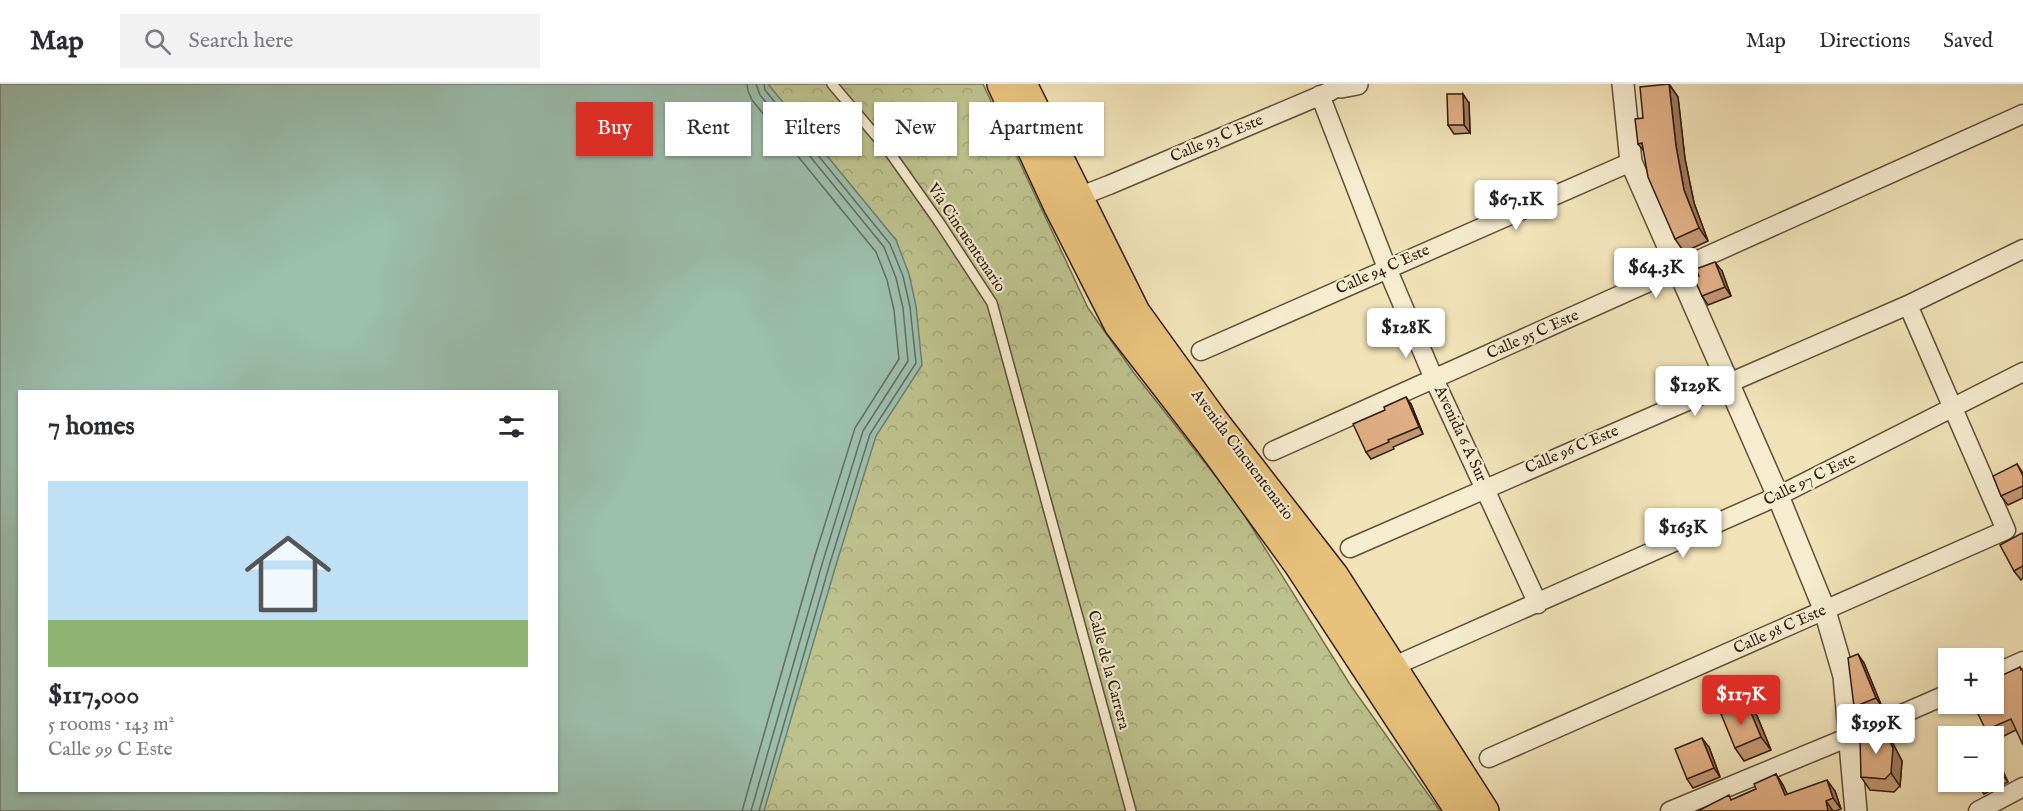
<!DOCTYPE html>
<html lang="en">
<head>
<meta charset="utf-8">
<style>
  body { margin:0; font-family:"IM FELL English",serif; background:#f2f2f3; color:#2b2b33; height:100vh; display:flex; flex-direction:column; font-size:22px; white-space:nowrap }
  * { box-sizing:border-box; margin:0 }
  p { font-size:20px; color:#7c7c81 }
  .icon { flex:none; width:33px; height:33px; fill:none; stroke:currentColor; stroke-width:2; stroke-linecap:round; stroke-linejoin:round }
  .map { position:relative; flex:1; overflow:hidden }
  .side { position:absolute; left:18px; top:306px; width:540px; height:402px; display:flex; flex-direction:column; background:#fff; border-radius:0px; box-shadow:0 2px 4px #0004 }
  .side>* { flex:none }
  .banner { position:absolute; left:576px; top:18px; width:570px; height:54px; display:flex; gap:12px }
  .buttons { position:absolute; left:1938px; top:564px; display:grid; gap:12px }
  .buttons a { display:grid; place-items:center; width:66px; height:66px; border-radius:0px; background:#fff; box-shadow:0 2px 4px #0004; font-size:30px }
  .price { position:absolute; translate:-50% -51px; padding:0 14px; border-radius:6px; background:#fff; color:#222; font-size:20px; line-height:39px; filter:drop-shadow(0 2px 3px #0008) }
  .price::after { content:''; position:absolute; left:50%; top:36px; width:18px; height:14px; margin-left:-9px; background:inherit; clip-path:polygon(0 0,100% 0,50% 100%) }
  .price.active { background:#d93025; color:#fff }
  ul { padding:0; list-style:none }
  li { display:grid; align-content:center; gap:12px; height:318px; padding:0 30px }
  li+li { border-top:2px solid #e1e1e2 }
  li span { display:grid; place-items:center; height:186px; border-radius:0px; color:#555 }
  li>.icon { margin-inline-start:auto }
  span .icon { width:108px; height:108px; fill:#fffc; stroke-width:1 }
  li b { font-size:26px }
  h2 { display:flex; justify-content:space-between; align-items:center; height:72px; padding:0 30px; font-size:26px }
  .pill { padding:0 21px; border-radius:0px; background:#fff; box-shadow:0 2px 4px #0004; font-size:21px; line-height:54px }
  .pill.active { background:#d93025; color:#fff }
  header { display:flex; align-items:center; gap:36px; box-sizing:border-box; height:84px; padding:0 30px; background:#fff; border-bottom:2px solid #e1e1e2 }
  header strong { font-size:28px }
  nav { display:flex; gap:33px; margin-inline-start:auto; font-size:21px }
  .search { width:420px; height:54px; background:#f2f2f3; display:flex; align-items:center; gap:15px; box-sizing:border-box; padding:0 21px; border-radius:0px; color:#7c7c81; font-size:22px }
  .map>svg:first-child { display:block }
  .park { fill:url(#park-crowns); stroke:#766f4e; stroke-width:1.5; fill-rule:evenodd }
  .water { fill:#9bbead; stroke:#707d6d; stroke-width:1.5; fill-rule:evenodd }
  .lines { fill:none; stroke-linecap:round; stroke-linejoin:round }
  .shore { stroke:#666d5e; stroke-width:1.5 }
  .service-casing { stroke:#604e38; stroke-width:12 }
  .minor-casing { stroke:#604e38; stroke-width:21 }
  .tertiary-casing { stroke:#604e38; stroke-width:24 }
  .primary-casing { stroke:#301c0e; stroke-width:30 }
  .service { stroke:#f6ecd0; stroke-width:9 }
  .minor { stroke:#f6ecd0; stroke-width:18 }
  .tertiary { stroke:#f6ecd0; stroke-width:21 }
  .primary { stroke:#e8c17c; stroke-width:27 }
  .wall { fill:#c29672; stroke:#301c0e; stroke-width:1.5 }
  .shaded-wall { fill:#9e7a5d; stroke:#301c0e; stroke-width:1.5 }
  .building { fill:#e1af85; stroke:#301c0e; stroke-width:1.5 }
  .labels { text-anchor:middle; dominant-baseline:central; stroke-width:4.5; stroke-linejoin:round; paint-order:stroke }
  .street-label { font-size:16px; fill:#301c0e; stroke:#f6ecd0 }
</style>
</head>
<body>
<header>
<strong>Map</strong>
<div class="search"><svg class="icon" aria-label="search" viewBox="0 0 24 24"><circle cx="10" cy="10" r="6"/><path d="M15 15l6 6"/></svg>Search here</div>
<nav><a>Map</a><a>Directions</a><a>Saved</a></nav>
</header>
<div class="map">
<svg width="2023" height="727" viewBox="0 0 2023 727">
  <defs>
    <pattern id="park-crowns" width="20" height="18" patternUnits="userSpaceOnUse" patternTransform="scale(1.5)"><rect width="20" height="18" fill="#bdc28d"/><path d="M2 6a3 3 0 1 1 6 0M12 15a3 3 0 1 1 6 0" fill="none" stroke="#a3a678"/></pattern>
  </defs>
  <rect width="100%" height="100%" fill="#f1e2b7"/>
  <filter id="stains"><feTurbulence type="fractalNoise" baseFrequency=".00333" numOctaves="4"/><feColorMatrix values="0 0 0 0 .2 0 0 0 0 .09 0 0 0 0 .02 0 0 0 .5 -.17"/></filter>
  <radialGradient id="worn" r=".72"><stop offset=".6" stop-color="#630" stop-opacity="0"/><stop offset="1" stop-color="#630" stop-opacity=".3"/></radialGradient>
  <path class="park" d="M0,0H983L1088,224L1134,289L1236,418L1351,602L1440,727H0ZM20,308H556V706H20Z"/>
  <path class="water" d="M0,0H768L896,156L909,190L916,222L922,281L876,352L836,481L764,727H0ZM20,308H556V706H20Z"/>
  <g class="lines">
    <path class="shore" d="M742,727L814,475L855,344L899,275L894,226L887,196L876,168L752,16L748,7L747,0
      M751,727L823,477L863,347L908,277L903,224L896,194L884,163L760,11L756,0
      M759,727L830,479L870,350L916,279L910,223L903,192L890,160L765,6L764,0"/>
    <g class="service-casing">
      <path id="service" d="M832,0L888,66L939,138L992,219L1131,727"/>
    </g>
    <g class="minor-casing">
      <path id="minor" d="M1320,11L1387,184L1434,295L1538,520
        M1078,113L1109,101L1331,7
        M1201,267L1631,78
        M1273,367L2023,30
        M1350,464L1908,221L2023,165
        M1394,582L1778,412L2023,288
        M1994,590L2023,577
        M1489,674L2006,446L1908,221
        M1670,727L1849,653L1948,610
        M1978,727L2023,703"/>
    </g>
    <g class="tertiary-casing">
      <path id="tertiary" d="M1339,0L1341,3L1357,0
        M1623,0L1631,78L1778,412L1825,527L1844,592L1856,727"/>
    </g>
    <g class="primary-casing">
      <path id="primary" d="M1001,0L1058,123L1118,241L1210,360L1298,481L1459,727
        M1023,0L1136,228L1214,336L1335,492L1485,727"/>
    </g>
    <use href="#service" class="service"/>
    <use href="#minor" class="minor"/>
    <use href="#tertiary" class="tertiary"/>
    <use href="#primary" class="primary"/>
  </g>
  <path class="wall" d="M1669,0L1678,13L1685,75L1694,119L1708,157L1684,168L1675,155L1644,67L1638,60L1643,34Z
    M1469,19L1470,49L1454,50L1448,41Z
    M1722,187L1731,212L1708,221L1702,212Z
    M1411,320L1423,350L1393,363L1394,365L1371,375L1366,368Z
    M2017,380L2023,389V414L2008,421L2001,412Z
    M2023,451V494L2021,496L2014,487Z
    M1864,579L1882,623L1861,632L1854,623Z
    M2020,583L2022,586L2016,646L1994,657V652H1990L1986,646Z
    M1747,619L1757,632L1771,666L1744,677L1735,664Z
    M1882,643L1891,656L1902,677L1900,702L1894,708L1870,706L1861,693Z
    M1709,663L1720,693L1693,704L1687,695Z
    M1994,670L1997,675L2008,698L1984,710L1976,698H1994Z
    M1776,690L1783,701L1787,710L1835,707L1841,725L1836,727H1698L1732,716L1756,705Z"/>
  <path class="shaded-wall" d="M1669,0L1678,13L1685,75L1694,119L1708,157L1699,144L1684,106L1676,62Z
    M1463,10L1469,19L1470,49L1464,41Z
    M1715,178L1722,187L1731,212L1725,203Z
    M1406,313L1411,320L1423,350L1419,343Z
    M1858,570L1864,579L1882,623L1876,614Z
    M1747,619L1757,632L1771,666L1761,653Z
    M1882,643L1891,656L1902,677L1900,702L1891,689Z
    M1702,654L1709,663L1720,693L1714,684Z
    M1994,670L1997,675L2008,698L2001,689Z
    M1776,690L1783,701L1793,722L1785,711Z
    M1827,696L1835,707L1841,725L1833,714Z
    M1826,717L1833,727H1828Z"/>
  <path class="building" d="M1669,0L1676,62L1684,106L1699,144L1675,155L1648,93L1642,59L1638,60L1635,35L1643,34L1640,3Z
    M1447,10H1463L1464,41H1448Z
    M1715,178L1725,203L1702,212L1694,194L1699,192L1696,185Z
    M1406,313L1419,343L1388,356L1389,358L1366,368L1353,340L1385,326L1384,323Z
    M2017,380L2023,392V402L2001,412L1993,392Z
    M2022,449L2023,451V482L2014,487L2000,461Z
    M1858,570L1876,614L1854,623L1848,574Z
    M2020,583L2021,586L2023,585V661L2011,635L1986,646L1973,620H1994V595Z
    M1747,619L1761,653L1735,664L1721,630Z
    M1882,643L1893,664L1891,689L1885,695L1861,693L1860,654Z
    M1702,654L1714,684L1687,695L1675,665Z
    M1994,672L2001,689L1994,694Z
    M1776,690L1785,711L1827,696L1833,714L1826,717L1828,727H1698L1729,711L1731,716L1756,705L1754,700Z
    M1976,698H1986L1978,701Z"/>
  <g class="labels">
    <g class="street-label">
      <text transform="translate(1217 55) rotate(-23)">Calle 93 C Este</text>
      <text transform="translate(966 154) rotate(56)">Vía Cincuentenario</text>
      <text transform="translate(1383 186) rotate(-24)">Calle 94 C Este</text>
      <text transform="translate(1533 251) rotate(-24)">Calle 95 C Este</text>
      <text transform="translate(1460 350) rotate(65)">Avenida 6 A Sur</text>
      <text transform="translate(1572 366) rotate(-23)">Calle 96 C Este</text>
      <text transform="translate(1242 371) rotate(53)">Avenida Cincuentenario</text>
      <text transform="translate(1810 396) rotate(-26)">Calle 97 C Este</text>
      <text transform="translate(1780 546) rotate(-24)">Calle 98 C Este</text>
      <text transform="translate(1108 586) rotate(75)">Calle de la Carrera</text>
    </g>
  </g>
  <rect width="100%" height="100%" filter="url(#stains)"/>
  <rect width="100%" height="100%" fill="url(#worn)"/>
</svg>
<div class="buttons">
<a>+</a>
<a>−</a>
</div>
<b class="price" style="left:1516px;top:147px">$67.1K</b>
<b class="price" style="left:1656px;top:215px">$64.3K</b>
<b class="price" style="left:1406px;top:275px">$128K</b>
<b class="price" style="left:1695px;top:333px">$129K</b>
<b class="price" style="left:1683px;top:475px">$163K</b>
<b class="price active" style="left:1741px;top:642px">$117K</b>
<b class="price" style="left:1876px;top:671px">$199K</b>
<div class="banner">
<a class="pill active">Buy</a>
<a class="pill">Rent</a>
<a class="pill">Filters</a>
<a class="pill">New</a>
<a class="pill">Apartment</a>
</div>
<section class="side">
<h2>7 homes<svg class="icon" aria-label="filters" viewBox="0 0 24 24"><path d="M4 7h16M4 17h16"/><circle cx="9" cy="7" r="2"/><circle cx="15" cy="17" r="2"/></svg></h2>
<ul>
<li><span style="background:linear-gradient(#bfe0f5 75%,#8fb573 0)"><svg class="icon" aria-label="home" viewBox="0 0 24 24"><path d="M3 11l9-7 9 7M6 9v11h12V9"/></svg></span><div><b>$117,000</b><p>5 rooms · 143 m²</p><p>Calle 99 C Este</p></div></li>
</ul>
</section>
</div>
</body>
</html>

THE TASK: Lines containing the word "Avenida" in the entries above should be counted, and only that number given.

TASK ANSWER: 2